Two and a half hours after our labor, the final miracle of Mr. Rambo's birth came - he was with us and doing just fine - at 2 1/2 hours! With my daughter, I wasn't ready to hold her until at least 4 hours after birth. With Mr. Handsome, I didn't even hold him until the next day. I nursed Mr. Rambo, and we both held him lots. He was so cute, and we were so happy and humbled to have him. It was a truly blessed event. He had a little jaundice during his second week, but I nursed him a ton, it passed, and there was no hospitalization necessary. His birth weight was 8'1" - a skinny dude in our family, but by the time he was 3 or 4 days old, he was 9'1". That was more like it.
He is such a cutie! He is also completely busy and completely exhausting when he's awake. He is just about 17 months old now, and I cannot leave him in a room for more than a minute unattended, or disaster occurs. He certainly keeps me on my toes (or humbled if I'm not). Of course, I'm 24 weeks pregnant, 35 years old, and have never been pregnant with such a young toddler. But it's all good. We are truly blessed.

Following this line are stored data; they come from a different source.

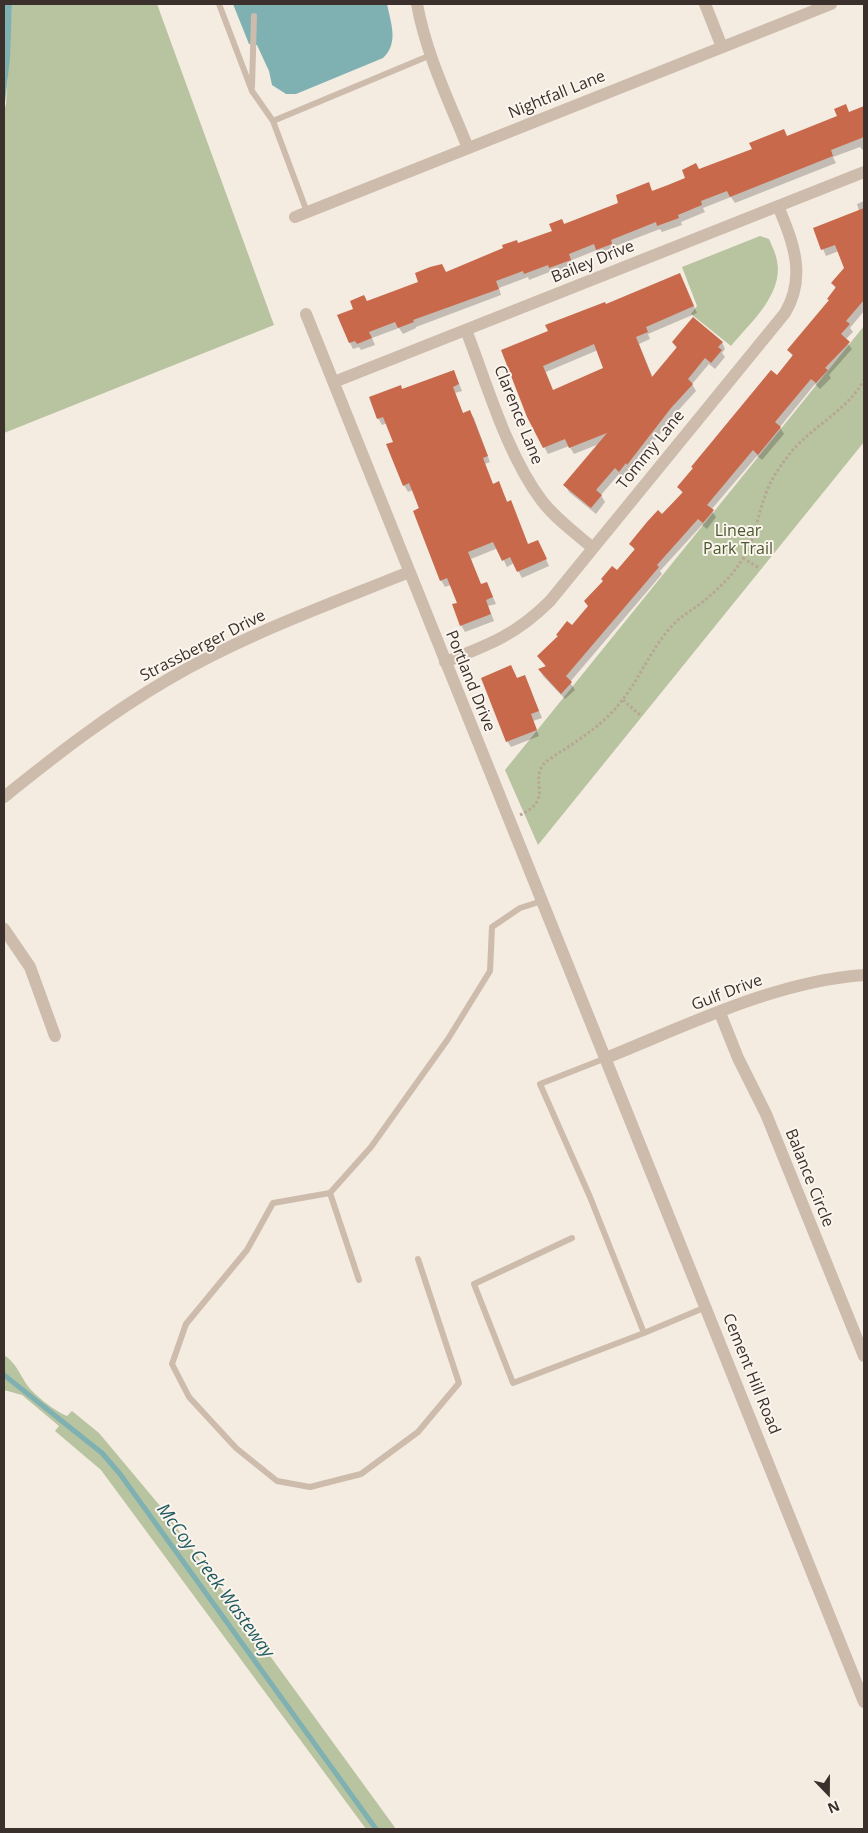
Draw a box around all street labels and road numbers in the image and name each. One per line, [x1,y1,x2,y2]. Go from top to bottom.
street label: Nightfall Lane [506,67,608,123]
street label: Bailey Drive [549,237,637,287]
street label: Clarence Lane [489,363,547,467]
street label: Tommy Lane [613,407,689,493]
street label: Strassberger Drive [137,606,269,686]
street label: Portland Drive [441,628,499,734]
street label: Gulf Drive [689,971,765,1015]
street label: Balance Circle [781,1126,837,1230]
street label: Cement Hill Road [718,1311,784,1437]

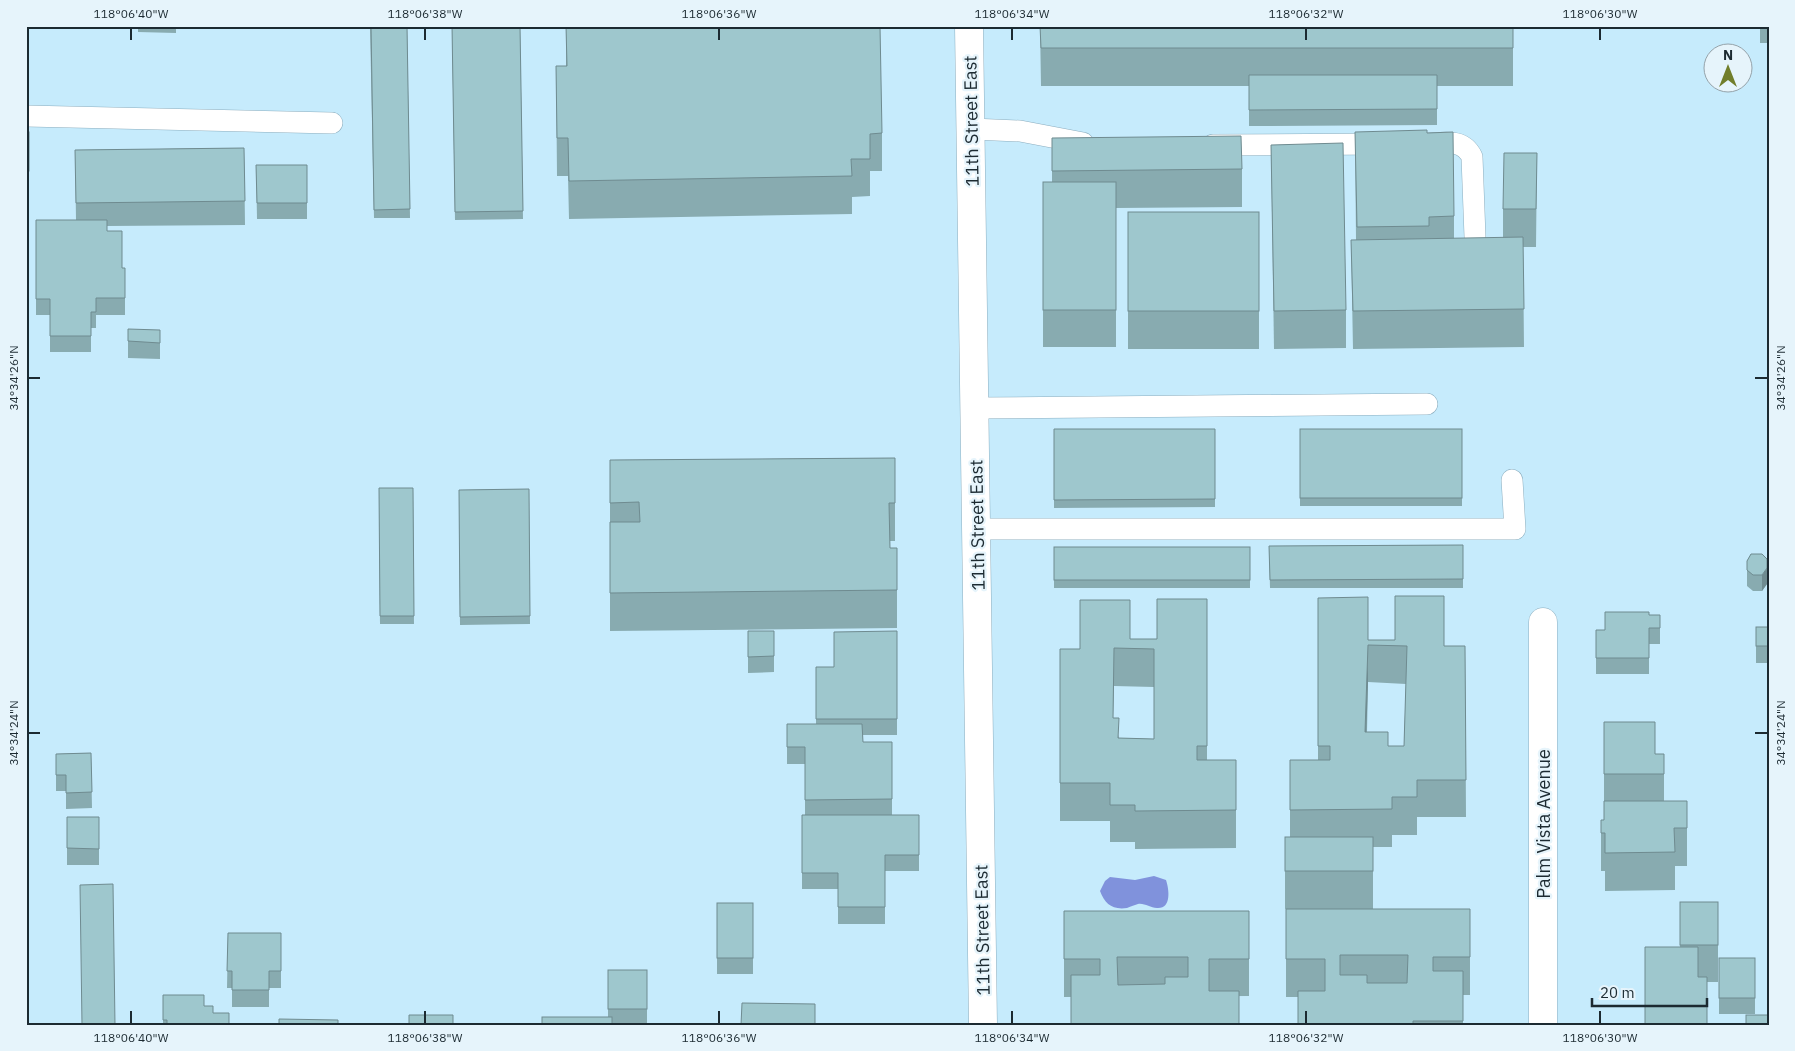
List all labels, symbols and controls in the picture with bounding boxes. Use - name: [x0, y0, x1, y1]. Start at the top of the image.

Am I glad I skipped the epidural on this one? Well, to be honest, with how he was doing when I was on the Pitocin, I don't know if they would have even let me have one had I asked. I wonder if that's saying something. But I am glad that I didn't have one. Again, my recovery was better, I eluded the episiotomy again and my tearing was less (this time only 1st degree), and I was able to push him out unassisted once he was positioned right. I have a feeling that, had I opted for the epidural, our scary vaginal birth would have turned into a c-section. And I'm grateful it didn't have to. Again, he probably would have been in similar condition, but I wouldn't have been in such good shape.
Needless to say, I'm grateful and humbled that we were in such good hands and that all ended well. Now it's time to be grateful, let go of the fear, and send our little girl positive messages to come safely and peacefully into the world. :) And I'll encourage her to put off passing stools, knitting, or Chinese jump-rope experiments for later. Much later.